The German company is likely to see heightened competition in Europe after Peugeot maker PSA Group (PEUP.PA) agreed this month to buy General Motors’ (GM.N) Opel business to create a stronger second player in the region behind VW.
Fiat Chrysler Automobiles (FCA) (FCHA.MI) boss Sergio Marchionne said last week that the deal might eventually persuade VW to seek a tie-up with his own company, a suggestion that was swiftly rejected by VW..
But in an apparent change of tone, VW CEO Matthias Mueller signaled on Tuesday he might be interested in partnerships.
“We are more open on that account than we used to be previously,” he said as VW presented its detailed 2016 results, adding this had “nothing to do with FCA specifically.”
“It would be very helpful if Mr. Marchionne were to communicate his considerations to me too and not just to you,” he told reporters.
FCA shares rose more than 2 percent following the comments, while VW’s were little changed.

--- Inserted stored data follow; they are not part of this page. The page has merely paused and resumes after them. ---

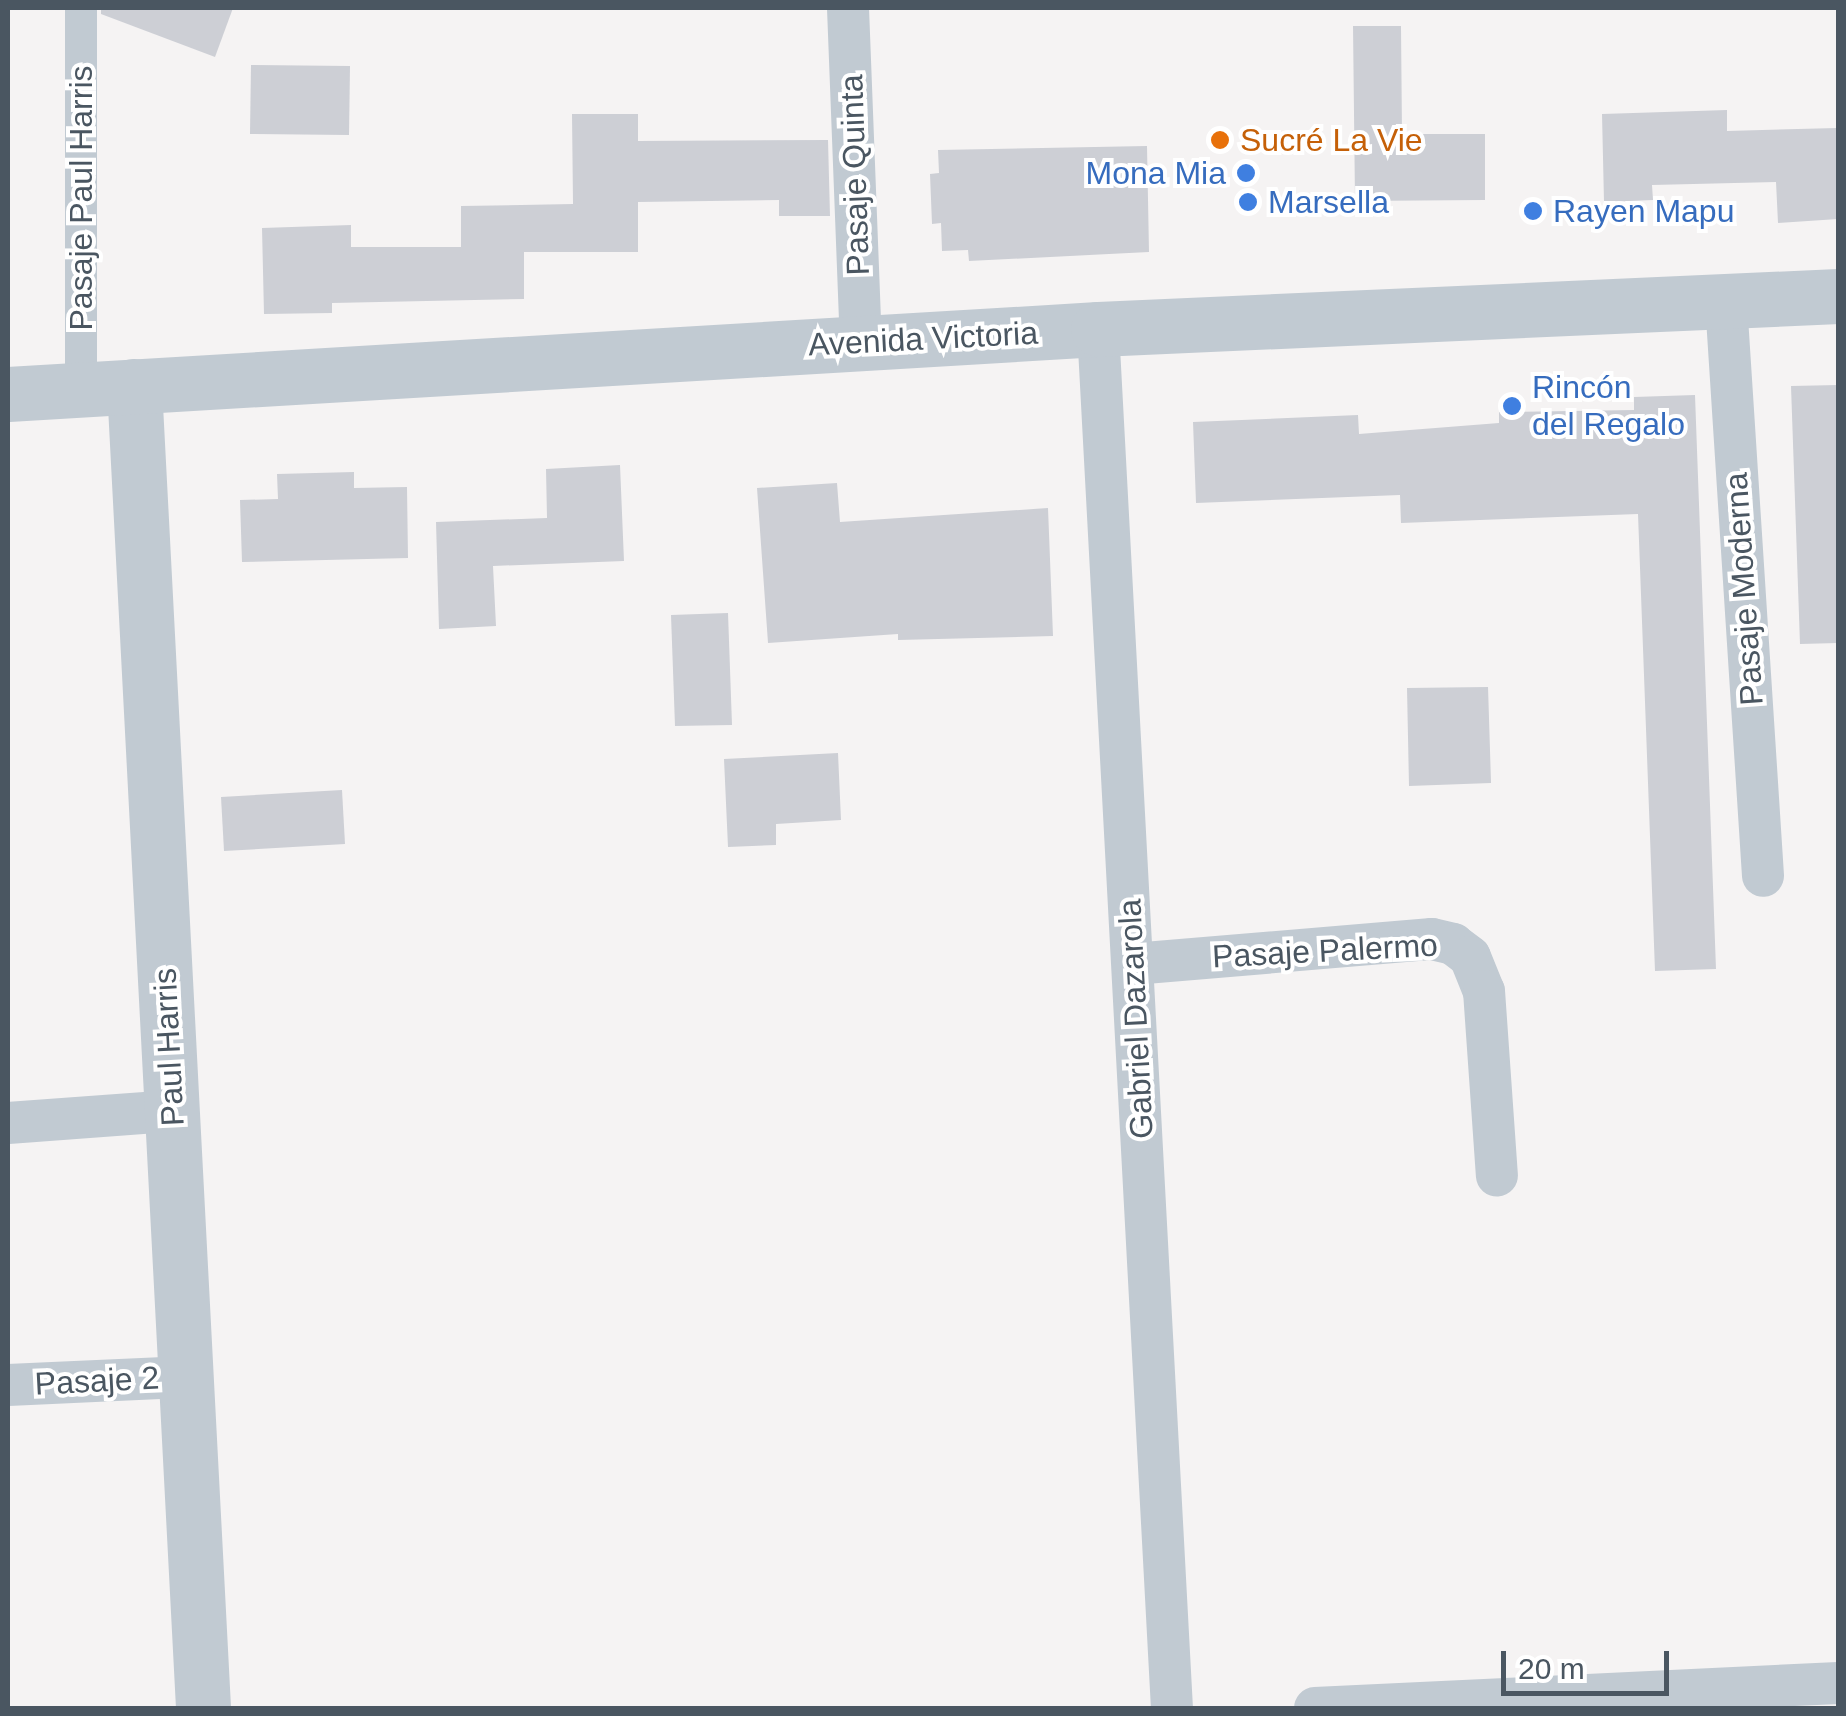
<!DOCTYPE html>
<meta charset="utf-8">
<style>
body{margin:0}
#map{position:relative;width:1846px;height:1716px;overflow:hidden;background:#f5f3f3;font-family:Arial,sans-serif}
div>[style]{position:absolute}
.building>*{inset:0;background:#cdcfd5}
.pedestrian>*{height:32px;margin:-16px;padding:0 16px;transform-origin:16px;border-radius:16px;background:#c1cad2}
.minor>*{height:42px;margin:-21px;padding:0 21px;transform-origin:21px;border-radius:21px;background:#c1cad2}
.tertiary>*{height:55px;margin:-27.5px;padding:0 27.5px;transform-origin:27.5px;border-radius:27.5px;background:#c1cad2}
.dots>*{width:28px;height:28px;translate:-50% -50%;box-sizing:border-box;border:5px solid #fff;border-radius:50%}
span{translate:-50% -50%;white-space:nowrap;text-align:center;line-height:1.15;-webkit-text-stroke:8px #fff;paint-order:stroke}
.food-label{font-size:32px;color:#c56008}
.left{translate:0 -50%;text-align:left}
.shop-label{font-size:32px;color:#366cbe}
.right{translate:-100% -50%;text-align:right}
.street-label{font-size:32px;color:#4a5661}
.frame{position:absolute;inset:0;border:10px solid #4a5661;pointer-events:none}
.scale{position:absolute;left:1501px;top:1651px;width:168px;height:45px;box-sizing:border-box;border:5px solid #4a5661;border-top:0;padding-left:12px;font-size:30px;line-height:35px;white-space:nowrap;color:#4a5661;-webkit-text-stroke:8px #fff;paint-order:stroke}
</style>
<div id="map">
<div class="building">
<i style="clip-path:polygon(101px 8px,233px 8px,215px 57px,101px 14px)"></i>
<i style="clip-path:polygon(1353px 26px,1401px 26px,1402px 134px,1485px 134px,1485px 200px,1355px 201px)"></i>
<i style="clip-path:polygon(251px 65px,350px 66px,349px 135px,250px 134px)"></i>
<i style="clip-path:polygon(1727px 110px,1727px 131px,1837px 128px,1838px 219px,1778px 223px,1776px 182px,1652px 185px,1653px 200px,1604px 202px,1602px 114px)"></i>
<i style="clip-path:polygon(572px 114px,638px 114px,638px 141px,828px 140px,830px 216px,779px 216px,779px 200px,638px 202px,638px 252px,524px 252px,524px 299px,332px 303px,332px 313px,264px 314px,262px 228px,351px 225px,351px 247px,461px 247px,461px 206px,573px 204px)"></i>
<i style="clip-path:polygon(1147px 146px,1149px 252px,969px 261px,968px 250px,942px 251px,941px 223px,932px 224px,930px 174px,939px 173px,938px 150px)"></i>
<i style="clip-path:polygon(1838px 385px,1838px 643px,1800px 644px,1791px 386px)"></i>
<i style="clip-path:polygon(1695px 395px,1716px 969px,1655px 971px,1638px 514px,1401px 523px,1400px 495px,1196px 503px,1193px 422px,1358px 415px,1359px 434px,1499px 423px,1499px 412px,1634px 410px,1634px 397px)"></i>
<i style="clip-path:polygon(620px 465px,624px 561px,493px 566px,496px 626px,439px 629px,436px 522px,547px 518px,546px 469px)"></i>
<i style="clip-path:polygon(354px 472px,354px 488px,407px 487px,408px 558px,242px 562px,240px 500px,278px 499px,277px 474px)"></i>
<i style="clip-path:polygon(837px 483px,840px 522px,1048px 508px,1053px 636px,898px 640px,898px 634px,768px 643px,757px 488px)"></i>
<i style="clip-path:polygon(728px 613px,732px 725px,675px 726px,671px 615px)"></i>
<i style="clip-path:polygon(1488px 687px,1491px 783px,1409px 786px,1407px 688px)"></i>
<i style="clip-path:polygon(838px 753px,841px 820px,776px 824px,776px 845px,728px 847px,724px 759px)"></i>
<i style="clip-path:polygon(342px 790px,345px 844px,224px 851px,221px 797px)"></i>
</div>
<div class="pedestrian">
<i style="left:81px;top:389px;width:381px;rotate:-90deg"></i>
</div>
<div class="minor">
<i style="left:848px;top:8px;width:335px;rotate:87.8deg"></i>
<i style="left:1726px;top:302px;width:575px;rotate:86.31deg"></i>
<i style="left:1098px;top:329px;width:1381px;rotate:86.93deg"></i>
<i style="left:1133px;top:964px;width:300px;rotate:-4.8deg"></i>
<i style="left:1432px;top:939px;width:22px;rotate:13deg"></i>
<i style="left:1453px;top:944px;width:21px;rotate:37deg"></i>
<i style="left:1470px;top:957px;width:37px;rotate:68deg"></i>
<i style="left:1484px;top:991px;width:185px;rotate:86deg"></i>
<i style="left:8px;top:1123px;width:165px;rotate:-4.2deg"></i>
<i style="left:8px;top:1385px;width:179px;rotate:-2.6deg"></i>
<i style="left:1315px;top:1708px;width:524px;rotate:-2.74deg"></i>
</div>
<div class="tertiary">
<i style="left:134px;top:386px;width:1324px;rotate:87.01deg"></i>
<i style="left:8px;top:394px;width:1092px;rotate:-3.41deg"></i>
<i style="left:1098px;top:329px;width:741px;rotate:-2.55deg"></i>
</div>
<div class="dots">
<i style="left:1220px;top:140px;background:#e8710a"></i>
<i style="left:1246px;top:173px;background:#3f7fe0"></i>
<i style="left:1248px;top:202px;background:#3f7fe0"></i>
<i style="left:1533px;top:211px;background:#3f7fe0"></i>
<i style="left:1512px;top:406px;background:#3f7fe0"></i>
</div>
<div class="food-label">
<span class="left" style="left:1240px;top:140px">Sucré La Vie</span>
</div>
<div class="shop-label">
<span class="right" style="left:1226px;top:173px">Mona Mia</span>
<span class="left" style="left:1268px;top:202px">Marsella</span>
<span class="left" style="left:1553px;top:211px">Rayen Mapu</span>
<span class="left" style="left:1532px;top:406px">Rincón<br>del Regalo</span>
</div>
<div class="street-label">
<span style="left:855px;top:175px;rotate:-92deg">Pasaje Quinta</span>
<span style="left:81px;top:198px;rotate:-90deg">Pasaje Paul Harris</span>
<span style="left:923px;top:339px;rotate:-3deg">Avenida Victoria</span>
<span style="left:1744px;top:589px;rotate:-94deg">Pasaje Moderna</span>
<span style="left:1325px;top:951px;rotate:-3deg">Pasaje Palermo</span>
<span style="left:1136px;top:1019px;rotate:-93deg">Gabriel Dazarola</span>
<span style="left:169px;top:1047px;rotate:-93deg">Paul Harris</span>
<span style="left:97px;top:1381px;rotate:-3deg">Pasaje 2</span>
</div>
<div class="frame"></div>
<div class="scale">20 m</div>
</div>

A combination of VW and FCA could in theory create a European market giant with a share of around 30 percent, give VW a strong foothold in North America through FCA’s Chrysler operations and fix FCA’s lack of scale in Asia.
But any tie-up would also likely mean thousands of job losses that unions and politicians in Italy and Germany would strongly oppose.
VW said last month it made a record group operating profit in 2016, excluding one-off items, helped by a strong performance from its Porsche sports cars and a turnaround at its Scania trucks business.
Breaking down the figures for the first time, the company said on Tuesday underlying operating profit at its VW brand fell 10 percent to 1.9 billion euros ($2 billion), with the profit margin slipping to 1.8 percent from 2 percent in 2015.
The group said a dip in revenues and higher marketing costs as a result of the September 2015 admission that it cheated U.S. emissions tests on diesel engines were factors in the declines.
Although the group as a whole has bounced back from the scandal, and overtook Japan’s Toyota (7203.T) last year to become the world’s biggest selling carmaker, analysts view a turnaround at the VW brand as key to its prospects.
The brand accounted for almost half of 2016 group revenue, but only just over 10 percent of underlying operating profit.
The brand struck a deal with unions in November to cut jobs and target 3.7 billion euros of annual savings by 2020 in an effort to lift the profit margin to 4 percent that year - still below many major rivals.
But squabbles over implementation have sowed doubts among some analysts about whether the targets will be achieved.
‘DON‘T WASTE TIME’
“In times where most other car companies are improving efficiency and shaping the industry, VW needs to be very mindful not to waste any more time with internal power struggles,” Evercore ISI analysts said in a research note to clients.
Mueller said VW was “back on track” after agreeing to spend up to $25 billion in the United States to address claims from owners, environmental regulators, states and dealers over its emissions scandal.
“You can rest assured that we will do everything in our power to make 2017 an even better year than 2016,” he said at the 12-brand group’s annual news conference.
He reiterated forecasts for a rise of up to 4 percent in sales revenues this year and a group profit margin of 6-7 percent versus 6.7 percent in 2016, and said the group was capable of shouldering its emissions scandal costs.
The company’s annual report showed VW brand boss Herbert Diess saw his total remuneration for 2016 drop to 3.93 million euros from 7.13 million in 2015.